What does every good farmer know about fires? If you want a bigger fire, you add more fuel.
So he threw a little kerosene onto the embers and suddenly was engulfed in flames. He bravely fought the inferno that quickly spread from the fireplace to the carpet to his favorite chair. He beat it out with his bare hands and his arms, saving our home. Then he hurried outside to gulp some fresh air.
Just minutes before, Mom, who worked as a nurse in a doctor’s office, felt the divine nudge to “Hurry home.”
When she drove up the driveway and parked her car, Dad stood outside. She noticed that his shirt was burned. Scraps of fabric hung from his arms. Puffs of smoke rose from his singed hair.
But when she hurried across the yard to help him, she realized those weren’t scraps of fabric hanging down – they were pieces of Dad’s skin.
First, second and third degree burns across his chest, arms and hands. His eyebrows singed and his soul aggrieved as he blamed himself and asked God to forgive him for being so foolish.
An apology that resulted from legalism and spiritual abuse – blaming himself for an accident and for the failure to be perfect.
Four months in the hospital, horrific debreeding procedures, surgeries to graft skin from his legs to his arms, pain medicine – and Dad forgot every bit of it.
The doctors diagnosed him with “Trauma-induced Dementia” but the symptoms were very similar to what we’re seeing in Mom.

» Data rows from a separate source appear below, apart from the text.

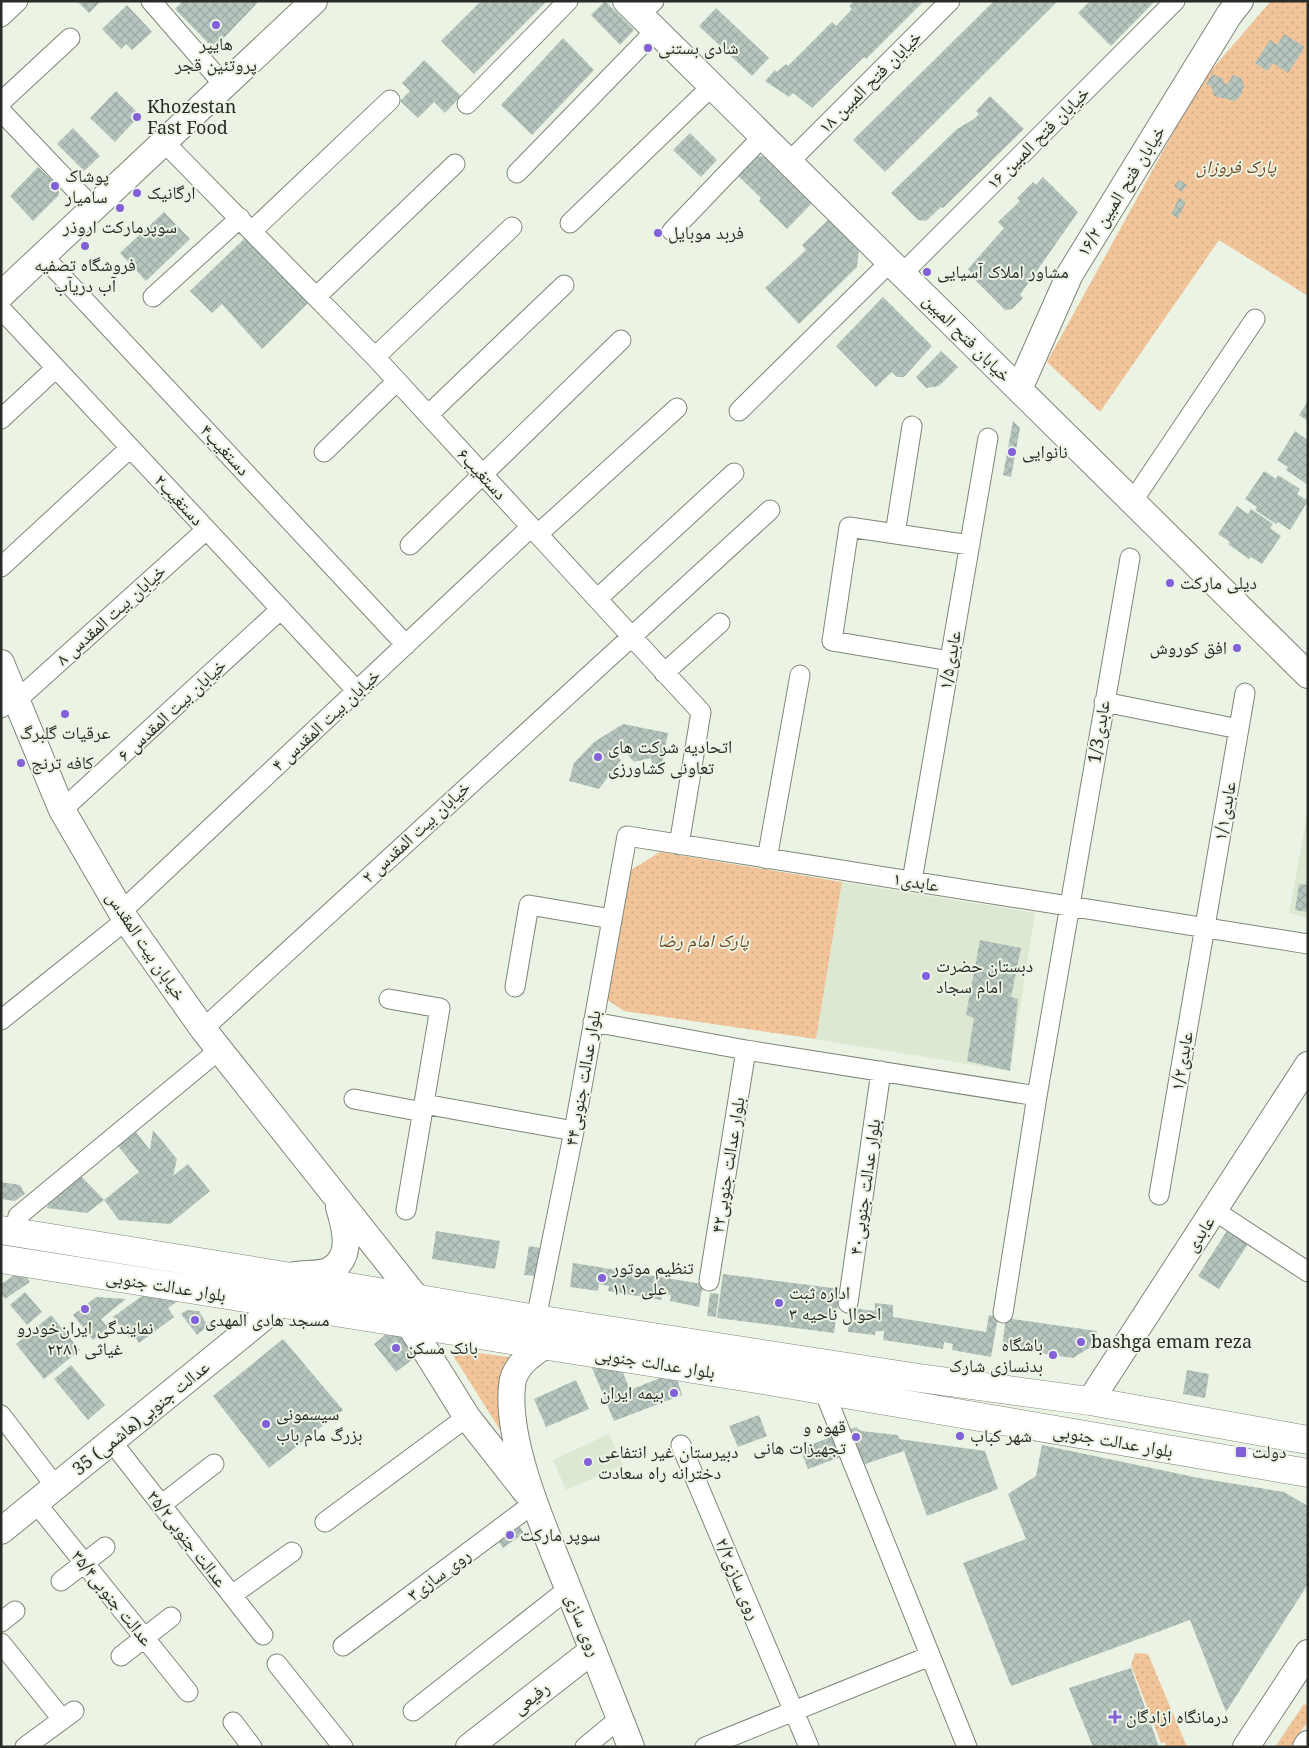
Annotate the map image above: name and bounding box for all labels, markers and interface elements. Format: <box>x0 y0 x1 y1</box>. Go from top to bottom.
marker: هایپر پروتئین قجر <box>210 19 222 31</box>
street label: خیابان فتح المبین ۱۸ <box>813 25 927 139</box>
place label: هایپر پروتئین قجر <box>174 31 257 76</box>
place label: شادی بستنی <box>658 35 739 59</box>
marker: شادی بستنی <box>642 42 654 54</box>
street label: خیابان فتح المبین ۱۶ <box>981 81 1095 195</box>
place label: Khozestan Fast Food <box>147 94 237 139</box>
marker: Khozestan Fast Food <box>131 111 143 123</box>
street label: خیابان فتح المبین ۱۶/۲ <box>1070 121 1171 261</box>
park label: پارک فروزان <box>1196 154 1277 178</box>
place label: پوشاک سامیار <box>64 163 109 208</box>
marker: پوشاک سامیار <box>49 180 61 192</box>
place label: ارگانیک <box>147 180 196 204</box>
marker: ارگانیک <box>131 187 143 199</box>
marker: سوپرمارکت اروذر <box>114 202 126 214</box>
place label: سوپرمارکت اروذر <box>62 214 177 238</box>
place label: فربد موبایل <box>668 220 744 244</box>
marker: فربد موبایل <box>652 227 664 239</box>
marker: فروشگاه تصفیه آب دریآب <box>79 240 91 252</box>
place label: فروشگاه تصفیه آب دریآب <box>34 252 136 297</box>
place label: مشاور املاک آسیایی <box>937 259 1069 283</box>
marker: مشاور املاک آسیایی <box>921 266 933 278</box>
street label: خیابان فتح المبین <box>918 288 1017 387</box>
street label: دستغیب۴ <box>196 418 256 480</box>
place label: نانوایی <box>1022 439 1068 463</box>
street label: دستغیب۶ <box>453 442 513 504</box>
marker: نانوایی <box>1006 446 1018 458</box>
street label: ۲دستغیب <box>150 468 210 530</box>
street label: خیابان بیت المقدس ۸ <box>50 558 170 670</box>
place label: دیلی مارکت <box>1180 570 1257 594</box>
marker: دیلی مارکت <box>1164 577 1176 589</box>
street label: عابدی۱/۵ <box>932 628 966 691</box>
place label: افق کوروش <box>1149 635 1227 659</box>
marker: افق کوروش <box>1231 642 1243 654</box>
street label: خیابان بیت المقدس ۶ <box>112 653 231 766</box>
street label: خیابان بیت المقدس ۴ <box>266 663 385 776</box>
street label: عابدی1/3 <box>1081 699 1115 765</box>
marker: عرقیات گلبرگ <box>59 708 71 720</box>
place label: عرقیات گلبرگ <box>20 720 110 744</box>
place label: اتحادیه شرکت های تعاونی کشاورزی <box>608 734 732 779</box>
place label: کافه ترنج <box>31 750 94 775</box>
marker: اتحادیه شرکت های تعاونی کشاورزی <box>592 751 604 763</box>
marker: کافه ترنج <box>15 757 27 769</box>
street label: خیابان بیت المقدس ۲ <box>356 775 475 888</box>
street label: عابدی۱/۱ <box>1207 779 1241 842</box>
street label: ۱عابدی <box>891 866 941 896</box>
street label: خیابان بیت المقدس <box>101 886 192 1005</box>
park label: پارک امام رضا <box>657 928 750 953</box>
place label: دبستان حضرت امام سجاد <box>936 953 1033 999</box>
marker: دبستان حضرت امام سجاد <box>920 970 932 982</box>
street label: بلوار عدالت جنوبی۴۴ <box>558 1008 606 1148</box>
street label: عابدی۱/۲ <box>1164 1029 1198 1092</box>
street label: بلوار عدالت جنوبی۴۲ <box>704 1095 750 1235</box>
street label: بلوار عدالت جنوبی۴۰ <box>843 1117 885 1257</box>
street label: عابدی <box>1179 1211 1220 1256</box>
place label: تنظیم موتور علی ۱۱۰ <box>611 1255 694 1300</box>
street label: بلوار عدالت جنوبی <box>104 1264 228 1306</box>
marker: تنظیم موتور علی ۱۱۰ <box>596 1272 608 1284</box>
place label: اداره ثبت احوال ناحیه ۳ <box>789 1280 881 1325</box>
marker: اداره ثبت احوال ناحیه ۳ <box>773 1297 785 1309</box>
marker: نمایندگی ایران‌خودرو غیاثی ۲۲۸۱ <box>79 1303 91 1315</box>
place label: مسجد هادی المهدی <box>205 1307 329 1331</box>
marker: مسجد هادی المهدی <box>189 1314 201 1326</box>
place label: نمایندگی ایران‌خودرو غیاثی ۲۲۸۱ <box>17 1315 153 1360</box>
place label: bashga emam reza <box>1091 1329 1252 1353</box>
place label: باشگاه بدنسازی شارک <box>949 1332 1043 1377</box>
place label: بانک مسکن <box>406 1335 478 1359</box>
marker: bashga emam reza <box>1075 1336 1087 1348</box>
street label: بلوار عدالت جنوبی <box>593 1341 717 1383</box>
marker: بانک مسکن <box>390 1342 402 1354</box>
marker: باشگاه بدنسازی شارک <box>1047 1349 1059 1361</box>
street label: 35 عدالت جنوبی(هاشمی) <box>67 1354 214 1480</box>
place label: بیمه ایران <box>600 1380 664 1404</box>
marker: بیمه ایران <box>668 1387 680 1399</box>
place label: سیسمونی بزرگ مام باب <box>276 1401 363 1447</box>
place label: قهوه و تجهیزات هانی <box>753 1414 846 1459</box>
marker: سیسمونی بزرگ مام باب <box>260 1418 272 1430</box>
street label: بلوار عدالت جنوبی <box>1051 1418 1175 1462</box>
place label: شهر کباب <box>970 1423 1032 1447</box>
marker: شهر کباب <box>954 1430 966 1442</box>
marker: قهوه و تجهیزات هانی <box>850 1431 862 1443</box>
place label: دبیرستان غیر انتفاعی دخترانه راه سعادت <box>598 1439 738 1484</box>
place label: دولت <box>1252 1439 1286 1463</box>
marker: دولت <box>1234 1445 1248 1459</box>
marker: دبیرستان غیر انتفاعی دخترانه راه سعادت <box>582 1456 594 1468</box>
street label: عدالت جنوبی۳۵/۲ <box>142 1485 233 1592</box>
place label: سوپر مارکت <box>520 1522 600 1546</box>
marker: سوپر مارکت <box>504 1529 516 1541</box>
street label: روی سازی۲/۲ <box>711 1534 767 1623</box>
street label: روی سازی۳ <box>402 1542 475 1606</box>
street label: عدالت جنوبی۳۵/۴ <box>67 1544 159 1650</box>
street label: روی سازی <box>561 1590 607 1660</box>
street label: رفیعی <box>507 1675 554 1719</box>
place label: درمانگاه ازادگان <box>1126 1704 1229 1728</box>
marker: درمانگاه ازادگان <box>1108 1710 1122 1724</box>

An urgency to look for something, to have one of us drive him to the university where he played basketball. We searched for something, but Dad couldn’t find it nor could he name it.
Then he gradually forgot how to speak. He was never a big talker anyway, but when he talked and when he prayed – people always listened. Everyone knew Henry Ediger was a man of great wisdom.

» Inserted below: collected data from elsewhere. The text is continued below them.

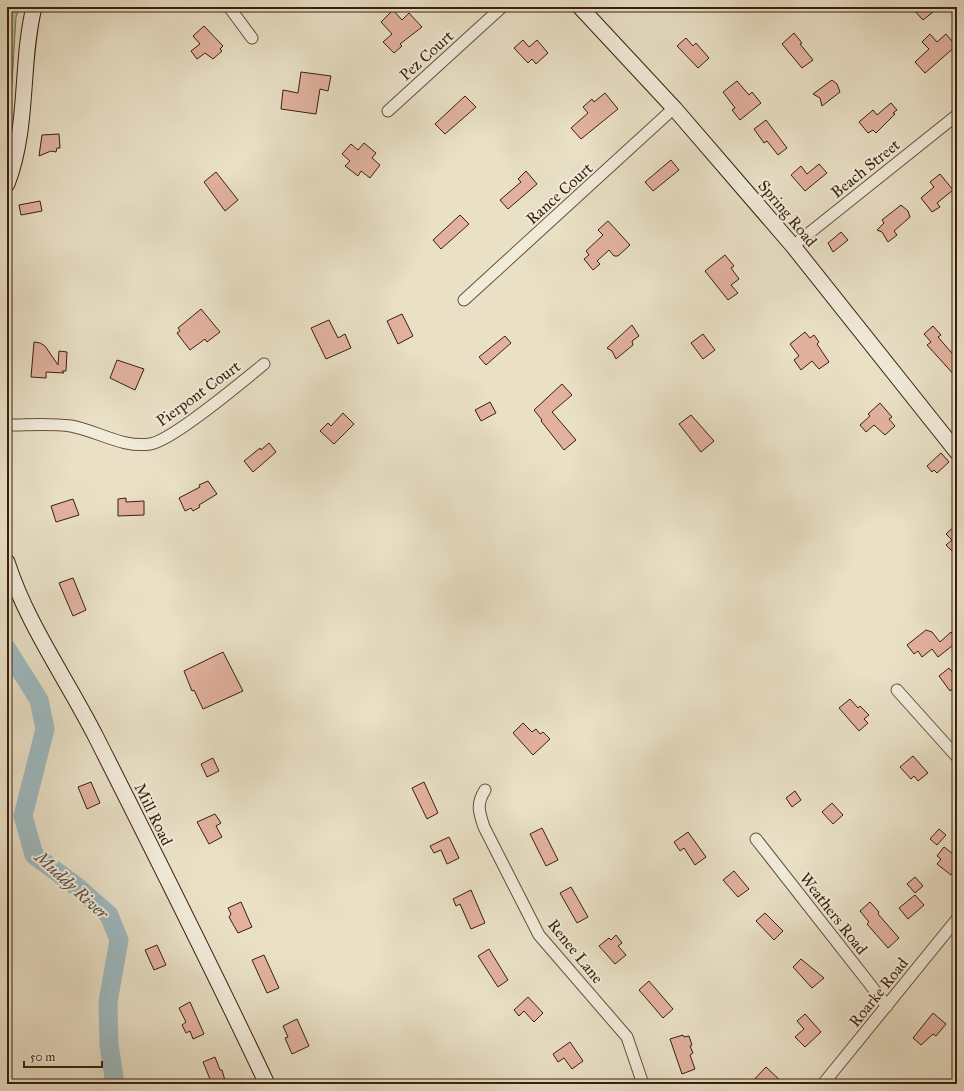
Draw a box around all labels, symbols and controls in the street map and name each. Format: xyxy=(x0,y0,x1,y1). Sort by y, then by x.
street label: Pez Court xyxy=(396,26,457,84)
street label: Beach Street xyxy=(827,135,904,202)
street label: Rance Court xyxy=(522,158,597,228)
street label: Spring Road xyxy=(753,176,821,251)
street label: Pierpont Court xyxy=(153,356,244,430)
street label: Mill Road xyxy=(130,780,177,849)
water label: Muddy River xyxy=(29,846,113,924)
street label: Weathers Road xyxy=(796,869,871,958)
street label: Renee Lane xyxy=(544,915,607,988)
street label: Roarke Road xyxy=(845,954,912,1031)
scale bar xyxy=(24,1043,102,1069)
text: 50 m xyxy=(30,1050,55,1064)

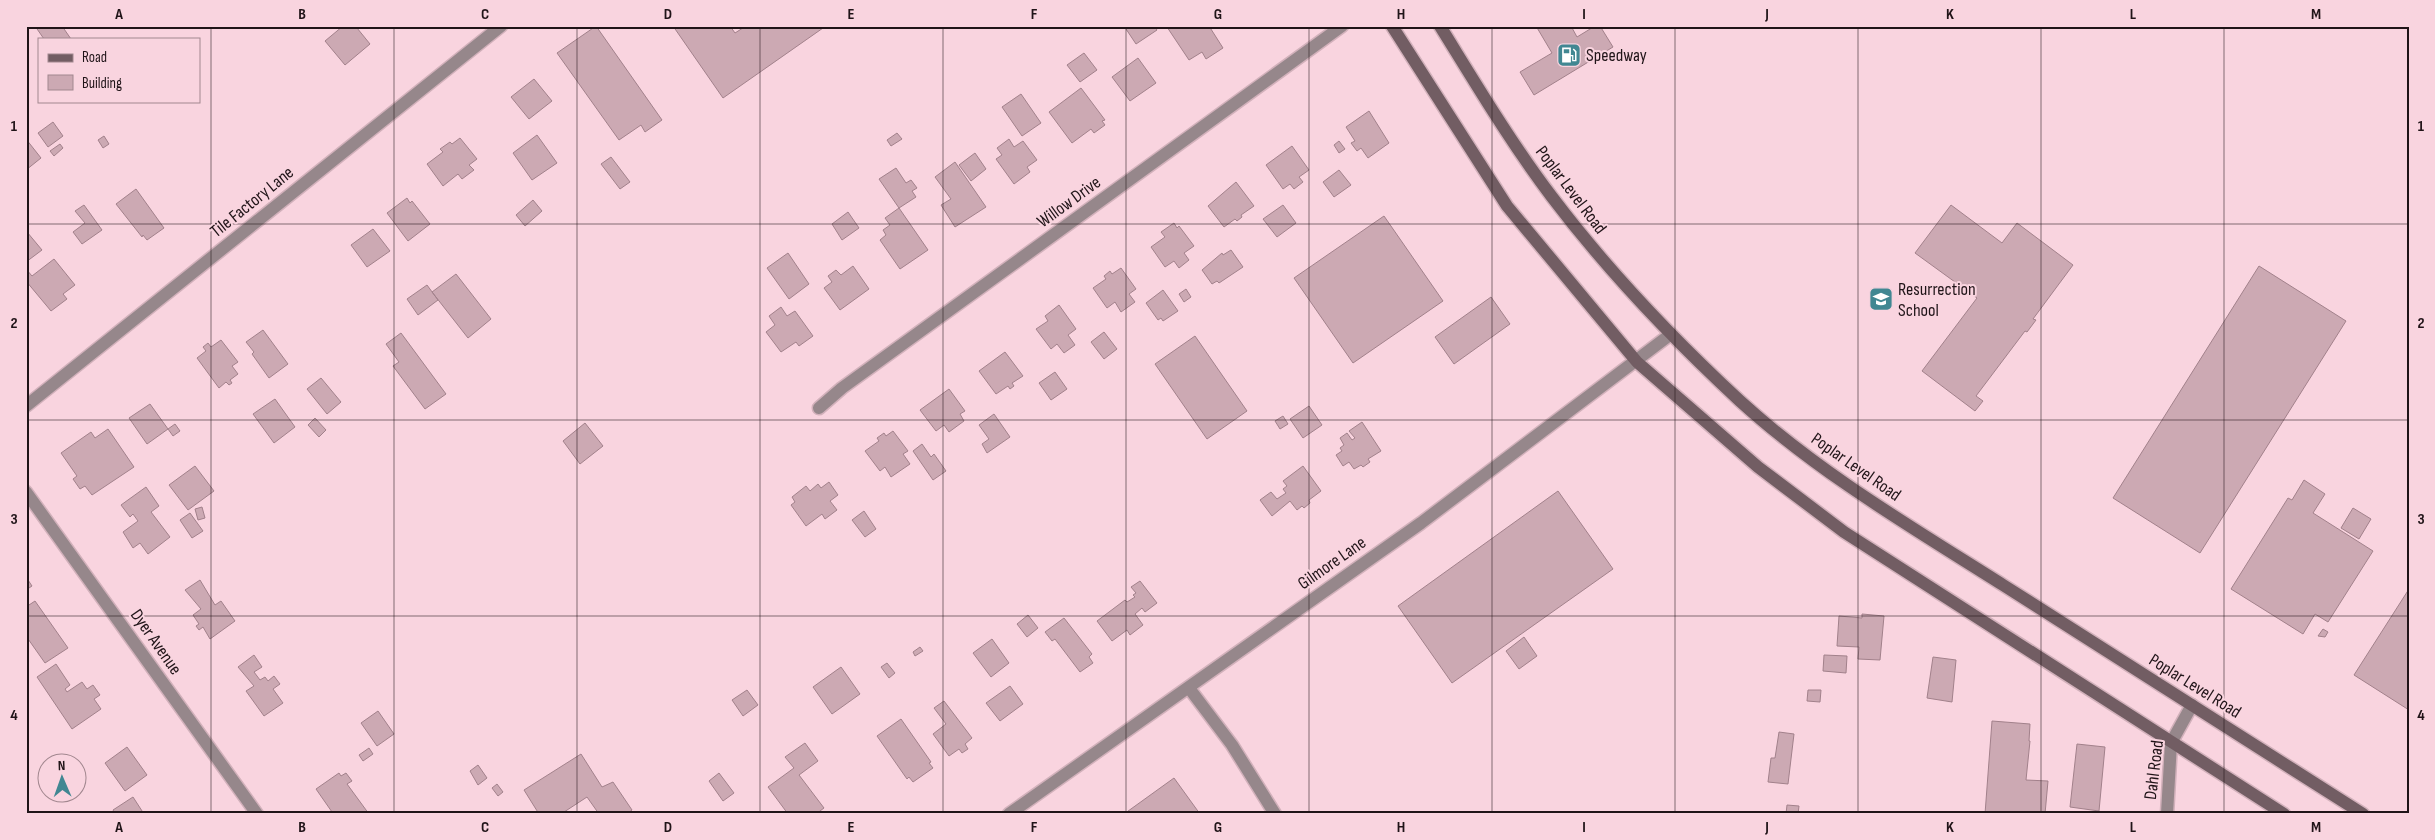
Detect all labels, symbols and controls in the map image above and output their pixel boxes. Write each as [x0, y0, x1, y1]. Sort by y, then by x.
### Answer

Then Sundowner’s Syndrome where he paced at night – back and forth, back and forth across the carpet. He made funny sounds, similar to something a toddler uses, then finally settled in his grey wingchair – isolated within himself.
Mom and my sister cared for him in the home for ten years – ten long years of gradual regression, of trying to figure out what he needed and what he wanted, of patting his hand at night and kissing him in the mornings.
Those were the years I visited and sang to him. I wrote about that experience in my blog post: https://rjthesman.net/2012/03/30/the-power-of-the-music/
The spark of joy from my music lit up his eyes until Easter of 2004 when there was no response. I knew then that he was headed home. I was losing my dad.
In May of that year, during a spring month when everything should have been coming to life, Dad suddenly stopped breathing.
As quietly and gently as he lived, that is how he died.
We buried his physical shell in the Mennonite cemetery, and I still have one of the lavender wildflowers that covered his casket.
So on this Father’s Day weekend, I will ask God to say hello to my dad and remind him how much I love him – how much I still miss him.
And I will be grateful every single day of my life for his godly example – even when the flames engulfed him.